##### Data extract
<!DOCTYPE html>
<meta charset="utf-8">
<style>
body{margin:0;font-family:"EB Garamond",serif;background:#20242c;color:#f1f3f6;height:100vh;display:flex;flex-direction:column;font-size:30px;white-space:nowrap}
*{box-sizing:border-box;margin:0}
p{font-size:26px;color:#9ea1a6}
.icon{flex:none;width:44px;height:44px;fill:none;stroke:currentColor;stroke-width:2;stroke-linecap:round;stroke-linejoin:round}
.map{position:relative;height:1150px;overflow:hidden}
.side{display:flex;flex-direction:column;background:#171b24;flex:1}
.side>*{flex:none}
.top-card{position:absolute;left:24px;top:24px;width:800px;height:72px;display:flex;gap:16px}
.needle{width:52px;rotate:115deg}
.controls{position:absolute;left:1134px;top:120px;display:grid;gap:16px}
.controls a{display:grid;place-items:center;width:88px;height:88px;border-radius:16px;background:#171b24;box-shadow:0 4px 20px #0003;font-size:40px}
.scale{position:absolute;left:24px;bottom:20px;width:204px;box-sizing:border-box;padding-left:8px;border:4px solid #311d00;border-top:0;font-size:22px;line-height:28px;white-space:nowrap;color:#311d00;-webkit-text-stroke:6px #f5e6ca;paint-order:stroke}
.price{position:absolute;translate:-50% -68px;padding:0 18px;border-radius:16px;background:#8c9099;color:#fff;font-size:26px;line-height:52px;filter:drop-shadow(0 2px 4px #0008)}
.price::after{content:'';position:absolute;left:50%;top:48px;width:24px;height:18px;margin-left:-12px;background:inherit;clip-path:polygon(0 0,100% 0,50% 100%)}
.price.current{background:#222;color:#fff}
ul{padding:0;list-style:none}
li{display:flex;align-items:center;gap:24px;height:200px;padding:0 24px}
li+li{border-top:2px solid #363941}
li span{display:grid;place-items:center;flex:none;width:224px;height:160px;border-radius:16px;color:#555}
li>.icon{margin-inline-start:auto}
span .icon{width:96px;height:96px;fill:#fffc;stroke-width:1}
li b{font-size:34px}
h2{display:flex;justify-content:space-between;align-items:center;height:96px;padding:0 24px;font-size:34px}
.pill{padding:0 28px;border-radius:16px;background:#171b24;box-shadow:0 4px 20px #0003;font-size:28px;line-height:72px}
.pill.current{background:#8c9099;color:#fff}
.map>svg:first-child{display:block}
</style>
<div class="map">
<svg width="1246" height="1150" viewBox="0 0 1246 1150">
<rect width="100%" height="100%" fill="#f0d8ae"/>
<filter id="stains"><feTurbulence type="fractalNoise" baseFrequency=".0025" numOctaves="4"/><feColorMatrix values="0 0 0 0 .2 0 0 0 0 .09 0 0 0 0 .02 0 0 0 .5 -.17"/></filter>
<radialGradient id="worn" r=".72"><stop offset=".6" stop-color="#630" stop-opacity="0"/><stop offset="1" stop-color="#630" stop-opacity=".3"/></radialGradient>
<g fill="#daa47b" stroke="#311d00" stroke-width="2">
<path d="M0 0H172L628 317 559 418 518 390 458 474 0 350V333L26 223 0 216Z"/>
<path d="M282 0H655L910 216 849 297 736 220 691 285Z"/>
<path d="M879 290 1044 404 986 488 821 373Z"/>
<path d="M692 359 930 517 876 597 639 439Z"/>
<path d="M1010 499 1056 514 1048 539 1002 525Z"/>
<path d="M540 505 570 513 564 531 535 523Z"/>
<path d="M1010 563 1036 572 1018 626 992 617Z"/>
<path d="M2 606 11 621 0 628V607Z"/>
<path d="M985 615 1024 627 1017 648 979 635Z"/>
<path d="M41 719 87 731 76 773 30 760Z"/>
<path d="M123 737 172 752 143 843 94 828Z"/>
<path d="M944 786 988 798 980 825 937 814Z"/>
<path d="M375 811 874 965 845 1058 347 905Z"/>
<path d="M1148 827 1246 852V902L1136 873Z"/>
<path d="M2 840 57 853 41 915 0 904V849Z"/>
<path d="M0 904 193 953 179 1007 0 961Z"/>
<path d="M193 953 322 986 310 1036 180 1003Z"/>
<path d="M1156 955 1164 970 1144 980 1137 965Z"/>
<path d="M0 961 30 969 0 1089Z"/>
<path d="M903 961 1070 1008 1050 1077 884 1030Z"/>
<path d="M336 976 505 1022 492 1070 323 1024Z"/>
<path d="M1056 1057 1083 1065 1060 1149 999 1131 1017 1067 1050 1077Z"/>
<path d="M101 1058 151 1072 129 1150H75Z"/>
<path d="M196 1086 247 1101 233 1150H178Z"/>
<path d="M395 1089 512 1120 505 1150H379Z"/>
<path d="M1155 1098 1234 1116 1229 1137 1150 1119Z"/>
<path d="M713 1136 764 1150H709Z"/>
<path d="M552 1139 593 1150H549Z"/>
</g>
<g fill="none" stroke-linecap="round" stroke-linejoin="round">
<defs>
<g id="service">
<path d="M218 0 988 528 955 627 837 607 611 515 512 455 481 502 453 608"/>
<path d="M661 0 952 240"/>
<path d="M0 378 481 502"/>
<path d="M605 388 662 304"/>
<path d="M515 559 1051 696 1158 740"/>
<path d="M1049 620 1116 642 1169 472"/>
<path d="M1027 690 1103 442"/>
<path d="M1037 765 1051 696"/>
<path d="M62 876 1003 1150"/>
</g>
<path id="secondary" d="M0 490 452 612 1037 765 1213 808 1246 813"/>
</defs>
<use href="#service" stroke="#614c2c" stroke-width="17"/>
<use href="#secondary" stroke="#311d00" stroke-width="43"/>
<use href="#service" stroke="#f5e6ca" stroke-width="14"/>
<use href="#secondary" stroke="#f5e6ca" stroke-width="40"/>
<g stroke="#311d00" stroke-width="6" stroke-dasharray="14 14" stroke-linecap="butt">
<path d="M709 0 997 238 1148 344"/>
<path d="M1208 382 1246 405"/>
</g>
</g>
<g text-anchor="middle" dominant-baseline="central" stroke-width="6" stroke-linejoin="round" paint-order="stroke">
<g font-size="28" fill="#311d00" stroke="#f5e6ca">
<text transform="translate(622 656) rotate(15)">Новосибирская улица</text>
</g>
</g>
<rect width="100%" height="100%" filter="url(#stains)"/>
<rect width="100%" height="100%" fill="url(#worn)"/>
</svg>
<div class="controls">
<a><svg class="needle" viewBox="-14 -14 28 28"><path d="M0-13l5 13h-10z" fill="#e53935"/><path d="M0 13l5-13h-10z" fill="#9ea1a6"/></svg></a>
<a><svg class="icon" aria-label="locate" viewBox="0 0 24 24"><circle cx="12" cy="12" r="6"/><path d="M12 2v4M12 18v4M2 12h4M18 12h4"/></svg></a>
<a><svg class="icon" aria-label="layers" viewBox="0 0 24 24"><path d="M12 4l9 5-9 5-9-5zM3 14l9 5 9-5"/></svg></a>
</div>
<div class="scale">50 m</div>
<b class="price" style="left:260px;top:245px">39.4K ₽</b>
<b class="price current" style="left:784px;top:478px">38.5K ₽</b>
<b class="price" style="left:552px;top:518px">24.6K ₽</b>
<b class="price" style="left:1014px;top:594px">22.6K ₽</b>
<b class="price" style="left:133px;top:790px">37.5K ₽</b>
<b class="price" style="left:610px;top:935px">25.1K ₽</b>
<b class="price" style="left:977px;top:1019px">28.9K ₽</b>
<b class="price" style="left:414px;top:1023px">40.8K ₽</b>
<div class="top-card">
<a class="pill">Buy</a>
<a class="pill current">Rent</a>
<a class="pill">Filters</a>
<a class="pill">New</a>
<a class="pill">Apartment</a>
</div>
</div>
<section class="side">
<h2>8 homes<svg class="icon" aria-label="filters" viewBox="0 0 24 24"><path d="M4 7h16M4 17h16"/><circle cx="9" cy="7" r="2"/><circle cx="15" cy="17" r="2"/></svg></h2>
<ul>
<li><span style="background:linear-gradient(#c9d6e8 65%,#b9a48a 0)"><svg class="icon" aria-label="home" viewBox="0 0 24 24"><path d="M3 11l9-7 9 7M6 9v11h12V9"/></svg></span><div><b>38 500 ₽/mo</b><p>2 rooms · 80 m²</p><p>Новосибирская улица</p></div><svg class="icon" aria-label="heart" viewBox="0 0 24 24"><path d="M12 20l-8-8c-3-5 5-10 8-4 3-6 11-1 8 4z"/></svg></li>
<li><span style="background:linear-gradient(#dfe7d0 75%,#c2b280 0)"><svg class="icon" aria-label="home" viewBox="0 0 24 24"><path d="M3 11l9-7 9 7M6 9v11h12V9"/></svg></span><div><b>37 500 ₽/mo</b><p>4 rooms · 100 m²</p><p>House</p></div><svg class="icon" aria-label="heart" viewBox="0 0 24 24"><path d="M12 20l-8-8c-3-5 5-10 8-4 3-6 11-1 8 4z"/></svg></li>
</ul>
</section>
##########
§ **Task to complete**
Each line in the data that holds the word "linejoin" must be copied.

§ **Response for this exercise**
.icon{flex:none;width:44px;height:44px;fill:none;stroke:currentColor;stroke-width:2;stroke-linecap:round;stroke-linejoin:round}
<g fill="none" stroke-linecap="round" stroke-linejoin="round">
<g text-anchor="middle" dominant-baseline="central" stroke-width="6" stroke-linejoin="round" paint-order="stroke">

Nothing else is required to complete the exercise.